Afinal, o que tinha acontecido
com Orlando Silva? Era dramático porque nenhum cantor no Brasil
tinha sido tão adorado como ele.
E, principalmente, porque
o próprio cantor parecia não se dar conta de que já
não era o mesmo. Em maio de 1942, quando gravou os seus últimos
discos na RCA Victor, Orlando ainda era extraordinário.
Passou os seis meses seguintes
sem gravar. Quando reapareceu, já em sua nova gravadora, em novembro
daquele mesmo ano, era como se sua voz tivesse envelhecido alguns anos.
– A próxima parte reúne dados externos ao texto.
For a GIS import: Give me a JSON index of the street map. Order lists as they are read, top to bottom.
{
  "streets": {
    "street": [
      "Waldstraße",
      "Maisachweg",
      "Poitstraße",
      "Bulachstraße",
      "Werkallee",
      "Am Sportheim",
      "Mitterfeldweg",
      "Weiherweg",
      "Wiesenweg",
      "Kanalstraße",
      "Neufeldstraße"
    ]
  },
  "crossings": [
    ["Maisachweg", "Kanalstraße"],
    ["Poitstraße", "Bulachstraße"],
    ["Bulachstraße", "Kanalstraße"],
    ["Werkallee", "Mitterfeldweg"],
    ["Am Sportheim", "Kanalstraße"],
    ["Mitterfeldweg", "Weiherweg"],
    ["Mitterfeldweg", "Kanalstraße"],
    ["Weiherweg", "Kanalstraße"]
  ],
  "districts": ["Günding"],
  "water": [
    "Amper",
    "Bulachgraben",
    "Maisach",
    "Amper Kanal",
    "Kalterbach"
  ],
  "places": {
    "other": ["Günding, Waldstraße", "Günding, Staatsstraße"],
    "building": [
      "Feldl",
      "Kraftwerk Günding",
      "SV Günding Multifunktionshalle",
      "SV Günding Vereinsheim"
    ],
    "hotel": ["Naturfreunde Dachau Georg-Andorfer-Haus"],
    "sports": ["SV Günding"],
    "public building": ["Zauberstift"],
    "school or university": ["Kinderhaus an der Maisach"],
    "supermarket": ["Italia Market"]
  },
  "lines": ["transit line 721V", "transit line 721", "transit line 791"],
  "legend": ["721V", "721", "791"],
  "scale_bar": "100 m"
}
E não se podia dizer que fosse a idade, porque aquele Orlando subitamente
envelhecido, tinha 27 anos de idade.
Orlando Silva gostava de contar que seu pai,
o senhor Celestino da Silva, além de funcionário da Central
do Brasil também fora exímio violinista, tendo inclusive
participado do lendário conjunto 8 Batutas, liderado por Pixinguinha.
Aliás, aquela pequena
casa de engenho de dentro, subúrbio do Rio de Janeiro, onde Orlando
nasceu a 3 de outubro de 1915, era freqüentada por Pixinguinha e mais
alguns grandes músicos, que praticavam o esporte predileto dos suburbanos
cariocas da época - as rodas de chorinho.
É possível que
o pequeno Orlando, sem nem de longe desconfiar, tenha tido o seu sono de
garoto ‘embalado’ pela valsa ‘Rosa’, a canção favorita de
sua mãe, D. Balbina, composta por Pixinguinha em 1917, e que Orlando
gravaria vinte anos depois, com letra de um obscuro mecânico do Meyer,
chamado Otávio de Souza, e que se transformaria em um eterno sucesso
do cantor das multidões.
Depois de muita luta em busca de uma oportunidade,
a grande chance de Orlando Silva aconteceu quase por um acaso em junho
de 1934, quando o compositor ‘Bororó’ ouviu cantar num dos corredores
da Rádio Cajuti, no Rio de Janeiro.
Bororó empolgou-se com
a voz de Orlando e, depois de saber que ninguém se dispunha a lhe
dar uma oportunidade. Levou-o ao Café Nice, na galeria cruzeiro
onde o apresentou ao homem mais influentes do rádio, do disco e
da música popular na época - Francisco Alves.
Chico Alves recebeu o quase
menino Orlando Silva em sua mesa no ‘Nice’ e. por causa do barulho .convidou-o
para irem até o seu carro estacionado ali perto. Chico, instalado
no banco da frente, pediu ao nervosíssimo Orlando que cantasse alguma
música do repertório do Silvio Caldas.
Orlando cantou a valsa ‘Mimi’.
Chico, já meio entusiasmado, foi até a porta - malas do carro
apanhou o violão, e pediu outras melodias, cantadas magistralmente
por um Orlando agora bem mais calmo, tendo ao violão um Chico Alves
deslumbrado com a descoberta.
Duas semanas depois, Orlando
Silva estreava no programa do Chico Alves na própria Rádio
Cajuti.
Francisco Alves talvez nunca
imaginasse que, com a série de 152 gravações que faria
na RCA Victor a partir de janeiro de 1935, Orlando Silva não apenas
deixaria Silvio Caldas para trás, como também superaria o
próprio ‘Rei da Voz’, ao se tornar o maior fenômeno vocal
da música popular brasileira em todos os tempos.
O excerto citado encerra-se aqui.